#### [ABOUT THIS TASK]
Scan the material below for the string "margin". Report every line that has it.
%%
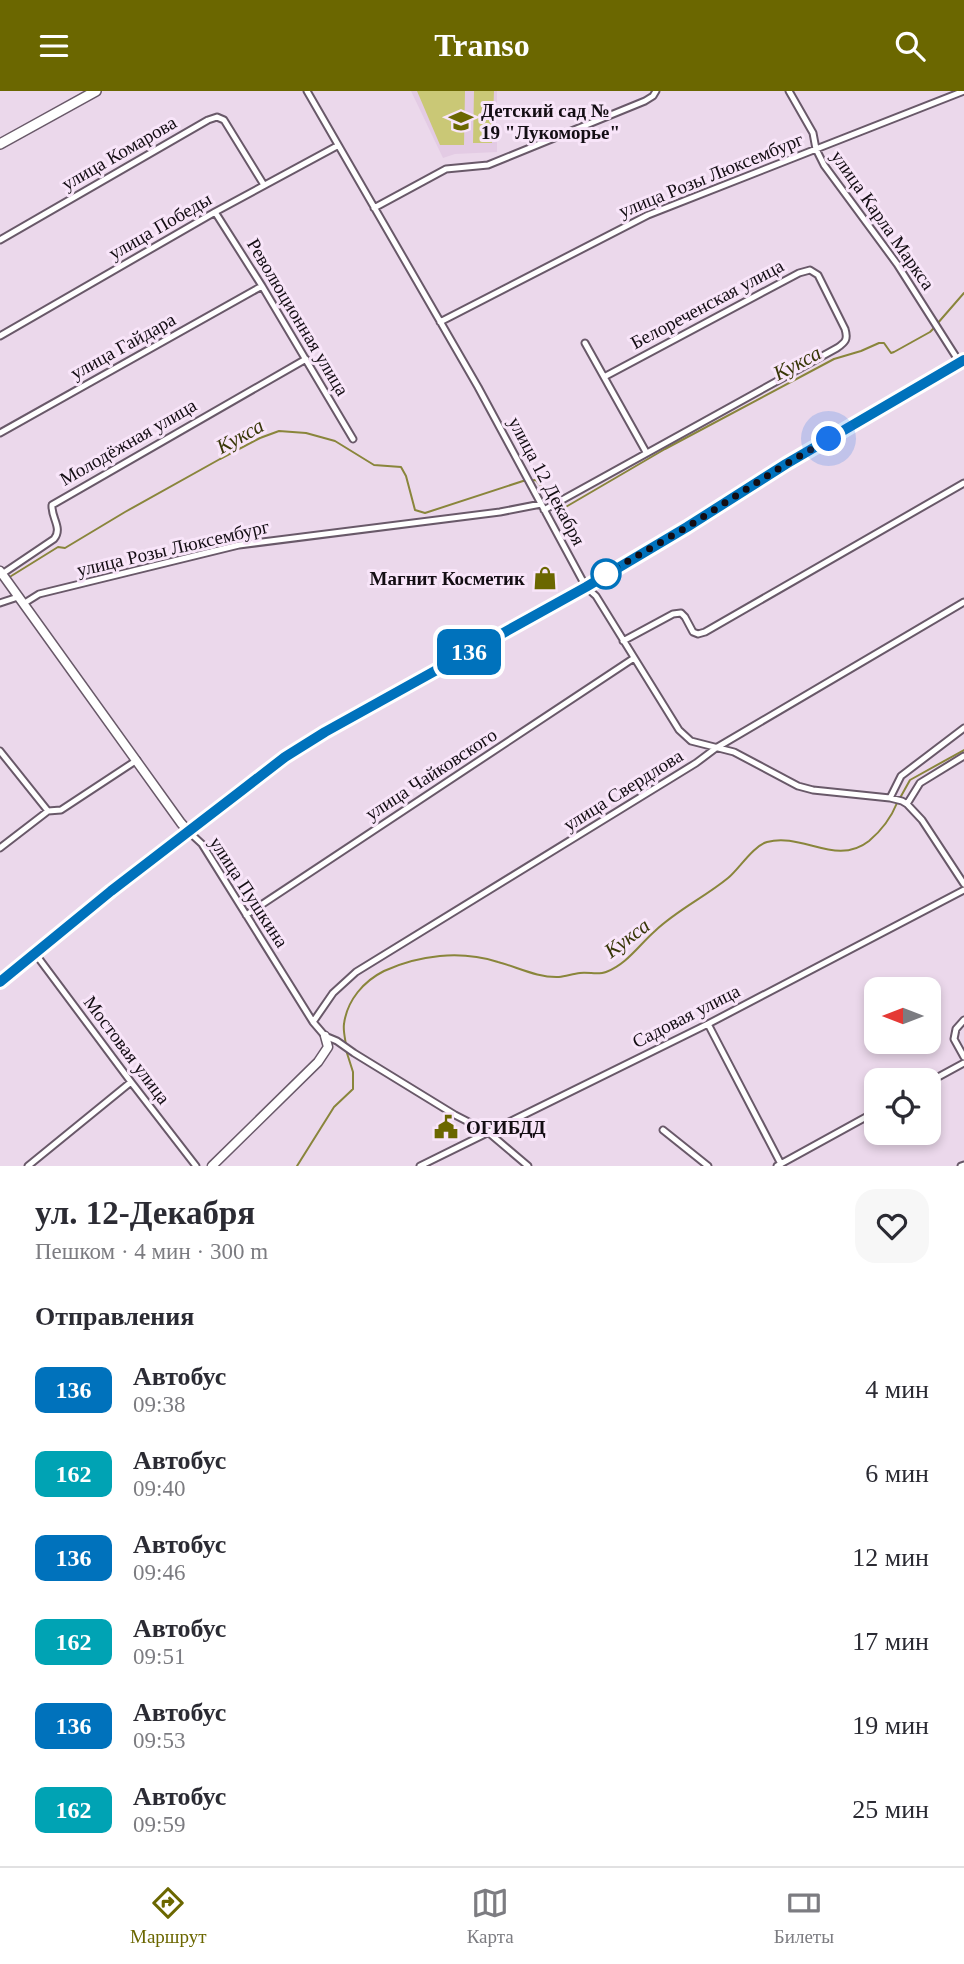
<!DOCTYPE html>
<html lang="ru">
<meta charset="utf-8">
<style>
:root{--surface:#fff;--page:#f7f7f7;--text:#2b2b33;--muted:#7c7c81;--line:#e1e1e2;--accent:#6b6700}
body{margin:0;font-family:"Times New Roman",serif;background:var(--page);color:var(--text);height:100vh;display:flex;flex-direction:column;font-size:26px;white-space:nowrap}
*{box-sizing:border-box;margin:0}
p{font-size:23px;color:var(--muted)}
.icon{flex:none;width:38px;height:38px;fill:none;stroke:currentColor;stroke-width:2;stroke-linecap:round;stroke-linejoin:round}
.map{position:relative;height:1075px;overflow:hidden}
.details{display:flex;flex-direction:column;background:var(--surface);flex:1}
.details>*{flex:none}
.badge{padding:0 14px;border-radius:10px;font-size:24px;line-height:46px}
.needle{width:46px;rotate:270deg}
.tools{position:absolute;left:864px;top:886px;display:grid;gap:14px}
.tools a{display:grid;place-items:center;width:77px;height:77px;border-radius:14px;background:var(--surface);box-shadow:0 4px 10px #0003;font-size:35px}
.you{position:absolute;width:35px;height:35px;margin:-18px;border:5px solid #fff;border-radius:50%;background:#1a73e8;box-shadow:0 0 0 10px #1a73e833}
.map>.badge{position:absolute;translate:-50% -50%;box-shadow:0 0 0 4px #fff}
h2{padding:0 35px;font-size:26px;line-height:63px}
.round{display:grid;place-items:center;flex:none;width:74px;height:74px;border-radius:21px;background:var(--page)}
.head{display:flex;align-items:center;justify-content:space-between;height:119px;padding:0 35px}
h1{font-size:33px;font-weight:700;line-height:52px}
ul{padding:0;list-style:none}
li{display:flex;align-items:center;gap:21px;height:84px;padding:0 35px}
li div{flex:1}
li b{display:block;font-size:26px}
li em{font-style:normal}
li .badge{min-width:77px;font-weight:700;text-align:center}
header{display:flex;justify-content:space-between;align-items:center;height:91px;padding:0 35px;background:var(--accent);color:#fff;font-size:32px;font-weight:700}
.tabs{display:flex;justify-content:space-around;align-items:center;height:98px;border-top:2px solid var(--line);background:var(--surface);font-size:19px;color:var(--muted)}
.tabs a{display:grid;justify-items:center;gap:4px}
.tabs .current{color:var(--accent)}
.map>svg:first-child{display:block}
</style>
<header><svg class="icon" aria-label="menu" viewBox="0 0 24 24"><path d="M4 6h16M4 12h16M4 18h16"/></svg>Transo<svg class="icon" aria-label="search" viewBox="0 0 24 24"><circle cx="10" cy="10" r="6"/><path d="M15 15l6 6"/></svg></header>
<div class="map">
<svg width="964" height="1075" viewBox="0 0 964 1075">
<rect width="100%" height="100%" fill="#ebd8eb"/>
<path fill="#e3cbe4" d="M 411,0 L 497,0 L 497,61 L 455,63 L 443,67 Z"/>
<path fill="#cac876" d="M 417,0 L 465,0 L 464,54 L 440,54 Z
M 474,0 L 494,0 L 492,52 L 473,52 Z"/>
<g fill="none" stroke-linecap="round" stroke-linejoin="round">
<path stroke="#89853b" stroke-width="2" d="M 937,233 L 964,202
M 559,416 L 564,417 L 665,358 L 834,268 L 861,260 L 879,252 L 884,252 L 891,262 L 894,261 L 930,241 L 934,237
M 8,487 L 58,456 L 65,457 L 125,421 L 220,368 L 260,347 L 279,340 L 306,342 L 335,350 L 374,374 L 401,376 L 406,385 L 415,419 L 425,422 L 523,390 L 536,389 L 553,410
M 900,707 L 910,689 L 964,659
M 346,954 C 345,947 343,939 344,933 C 347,909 364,890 384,880 C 419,864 460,859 498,871 C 517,876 538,887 559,886 C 566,885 573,883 580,882 C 589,881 599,884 606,881 C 627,873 639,854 655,840 C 677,819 705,806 728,787 C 739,778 753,755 767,751 C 802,741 836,776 869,750 C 882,739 891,727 897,712
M 297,1075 L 334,1016 L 353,998 L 353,981 L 346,959"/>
<g stroke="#695969" stroke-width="9">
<path id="street" d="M 307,0 L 478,296 L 586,496 L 596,505 L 679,639 L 691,650 L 734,661 L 798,695 L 813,699 L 890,707 L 902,710 L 907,713 L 922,729 L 964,793
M 789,0 L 813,42 L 816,58 L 824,74 L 897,173 L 960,272
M 374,117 L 446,78 L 488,74 L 645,10 L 653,5 L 656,0
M 215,121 L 262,195 L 353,348
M 0,149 L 208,29 L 217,26 L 224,29 L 264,94
M 440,231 L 648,124 L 964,0
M 0,245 L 215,121 L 337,55
M 585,252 L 646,361
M 0,342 L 262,195
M 544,419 L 837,257 C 846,251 848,248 845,238 L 818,184 L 810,179 L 799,182 L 604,286
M 2,483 L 54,448 C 63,437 51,427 52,414 L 306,268
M 0,512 L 18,506
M 23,513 L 39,503 L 239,454 L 500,421 L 541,413
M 623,550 L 673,523 L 681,522 L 685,526 L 693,541 L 698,543 L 705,541 L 964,392
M 0,660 L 48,720
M 890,707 L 901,685 L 964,637
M 907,713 L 920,692 L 964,665
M 189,741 L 202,753 L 313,931 L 325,945 L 337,950 L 354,962 L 455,1024 L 488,1041 L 528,1075
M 0,757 L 48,720 L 61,719 L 137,669
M 246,824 L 634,567
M 34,861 L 131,991 L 196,1075
M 964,929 L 956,938 L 954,948 L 964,966
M 313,931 L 333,902 L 356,881 L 696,672 L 716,657 L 964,511
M 708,933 L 781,1073
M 929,991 L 964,972
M 663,1039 L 708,1075
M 28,1075 L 131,991
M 420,1075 L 708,933 L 964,799
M 777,1075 L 877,1020
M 961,1075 L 964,1074"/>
</g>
<g stroke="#695969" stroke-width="11">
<path id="secondary" d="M 0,480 L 181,732 L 189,741
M 0,891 L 111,800 L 241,700 L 285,666 L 325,641 L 586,496 L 687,436 L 786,373 L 964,269
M 212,1075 L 318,971 L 328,956 L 325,945"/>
</g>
<g stroke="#695969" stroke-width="12">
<path id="primary" d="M 0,53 L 96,0"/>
</g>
<use href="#street" stroke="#fff" stroke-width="5"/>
<use href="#secondary" stroke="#fff" stroke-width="8"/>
<use href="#primary" stroke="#fff" stroke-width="9"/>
</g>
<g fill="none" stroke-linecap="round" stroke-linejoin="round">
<g stroke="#fff" stroke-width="16">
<path id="line" d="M 0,891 L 111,800 L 241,700 L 285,666 L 325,641 L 586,496 L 687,436 L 786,373 L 964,269"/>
</g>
<use href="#line" stroke="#0072bc" stroke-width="10"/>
<path stroke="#130d13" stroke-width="7" stroke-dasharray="0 12.6" d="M 606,483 L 687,436 L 786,373 L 829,348"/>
</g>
<defs>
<g id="school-bare" transform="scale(1.89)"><path d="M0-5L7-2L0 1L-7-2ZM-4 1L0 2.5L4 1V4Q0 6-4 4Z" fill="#6b6700" stroke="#f8e5f9" stroke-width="2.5" paint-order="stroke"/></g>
<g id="shop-bare" transform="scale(1.89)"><path d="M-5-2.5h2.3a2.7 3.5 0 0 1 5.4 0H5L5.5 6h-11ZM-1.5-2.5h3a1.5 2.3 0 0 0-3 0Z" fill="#6b6700" stroke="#f8e5f9" stroke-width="2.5" paint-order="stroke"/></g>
<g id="civic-bare" transform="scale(1.89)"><path d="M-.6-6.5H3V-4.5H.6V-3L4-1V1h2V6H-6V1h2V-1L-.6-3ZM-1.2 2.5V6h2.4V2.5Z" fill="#6b6700" stroke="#f8e5f9" stroke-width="2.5" paint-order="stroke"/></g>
</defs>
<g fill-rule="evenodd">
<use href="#school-bare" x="461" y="30"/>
<use href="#shop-bare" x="545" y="487"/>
<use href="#civic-bare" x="446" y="1036"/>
</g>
<circle fill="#fff" stroke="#0072bc" stroke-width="3.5" cx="606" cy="483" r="14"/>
<g text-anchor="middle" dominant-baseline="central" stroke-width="6" stroke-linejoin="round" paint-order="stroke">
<g font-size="19" font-weight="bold" fill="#130d13" stroke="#f8e5f9" text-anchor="start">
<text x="481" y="19">Детский сад №<tspan x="481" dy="22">19 "Лукоморье"</tspan></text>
<text x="525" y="487" text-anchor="end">Магнит Косметик</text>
<text x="466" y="1036">ОГИБДД</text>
</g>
<g font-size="19" fill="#130d13" stroke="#f8e5f9">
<text transform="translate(119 62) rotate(-30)">улица Комарова</text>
<text transform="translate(711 84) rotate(-22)">улица Розы Люксембург</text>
<text transform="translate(883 129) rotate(55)">улица Карла Маркса</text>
<text transform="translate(160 135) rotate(-30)">улица Победы</text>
<text transform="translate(707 213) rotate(-28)">Белореченская улица</text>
<text transform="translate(298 226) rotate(59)">Революционная улица</text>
<text transform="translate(123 255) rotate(-29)">улица Гайдара</text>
<text transform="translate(128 351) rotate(-30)">Молодёжная улица</text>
<text transform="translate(547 390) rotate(62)">улица 12 Декабря</text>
<text transform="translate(173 457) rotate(-13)">улица Розы Люксембург</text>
<text transform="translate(431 683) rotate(-33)">улица Чайковского</text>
<text transform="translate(623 699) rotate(-32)">улица Свердлова</text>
<text transform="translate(249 801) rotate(57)">улица Пушкина</text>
<text transform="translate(686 925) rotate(-27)">Садовая улица</text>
<text transform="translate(127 959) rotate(53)">Мостовая улица</text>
</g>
<g font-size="21" font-style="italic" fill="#383607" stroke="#f8e5f9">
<text transform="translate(797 272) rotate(-28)">Кукса</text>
<text transform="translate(240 345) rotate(-29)">Кукса</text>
<text transform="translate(627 847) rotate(-37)">Кукса</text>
</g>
</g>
</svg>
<div class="tools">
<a><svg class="needle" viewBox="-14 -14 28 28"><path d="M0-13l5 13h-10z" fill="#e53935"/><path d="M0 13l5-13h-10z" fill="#7c7c81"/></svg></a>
<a><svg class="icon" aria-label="locate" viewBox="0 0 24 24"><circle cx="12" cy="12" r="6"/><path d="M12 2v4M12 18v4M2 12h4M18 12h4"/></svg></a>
</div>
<div class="you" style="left:829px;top:348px"></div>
<b class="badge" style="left:469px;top:561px;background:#0072bc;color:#fff">136</b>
</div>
<section class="details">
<div class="head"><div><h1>ул. 12-Декабря</h1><p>Пешком · 4 мин · 300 m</p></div><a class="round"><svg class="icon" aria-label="heart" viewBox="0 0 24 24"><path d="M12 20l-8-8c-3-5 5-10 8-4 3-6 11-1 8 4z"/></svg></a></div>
<h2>Отправления</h2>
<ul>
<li><span class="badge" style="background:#0072bc;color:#fff">136</span><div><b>Автобус</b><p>09:38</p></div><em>4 мин</em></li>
<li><span class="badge" style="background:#00a3b4;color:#fff">162</span><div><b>Автобус</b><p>09:40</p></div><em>6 мин</em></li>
<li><span class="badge" style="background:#0072bc;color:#fff">136</span><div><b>Автобус</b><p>09:46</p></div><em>12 мин</em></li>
<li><span class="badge" style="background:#00a3b4;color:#fff">162</span><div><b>Автобус</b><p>09:51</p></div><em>17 мин</em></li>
<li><span class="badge" style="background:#0072bc;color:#fff">136</span><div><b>Автобус</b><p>09:53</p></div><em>19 мин</em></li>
<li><span class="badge" style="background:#00a3b4;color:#fff">162</span><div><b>Автобус</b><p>09:59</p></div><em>25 мин</em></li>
</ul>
</section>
<nav class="tabs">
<a class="current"><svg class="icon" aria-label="directions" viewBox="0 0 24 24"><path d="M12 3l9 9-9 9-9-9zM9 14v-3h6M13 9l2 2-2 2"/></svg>Маршрут</a>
<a><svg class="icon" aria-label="map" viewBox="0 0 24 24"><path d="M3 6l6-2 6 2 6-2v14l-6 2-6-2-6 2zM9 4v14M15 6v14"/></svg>Карта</a>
<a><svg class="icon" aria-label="tickets" viewBox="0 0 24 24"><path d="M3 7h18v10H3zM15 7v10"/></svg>Билеты</a>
</nav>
%%
#### [RESULT OF THE TASK]
body{margin:0;font-family:"Times New Roman",serif;background:var(--page);color:var(--text);height:100vh;display:flex;flex-direction:column;font-size:26px;white-space:nowrap}
*{box-sizing:border-box;margin:0}
.you{position:absolute;width:35px;height:35px;margin:-18px;border:5px solid #fff;border-radius:50%;background:#1a73e8;box-shadow:0 0 0 10px #1a73e833}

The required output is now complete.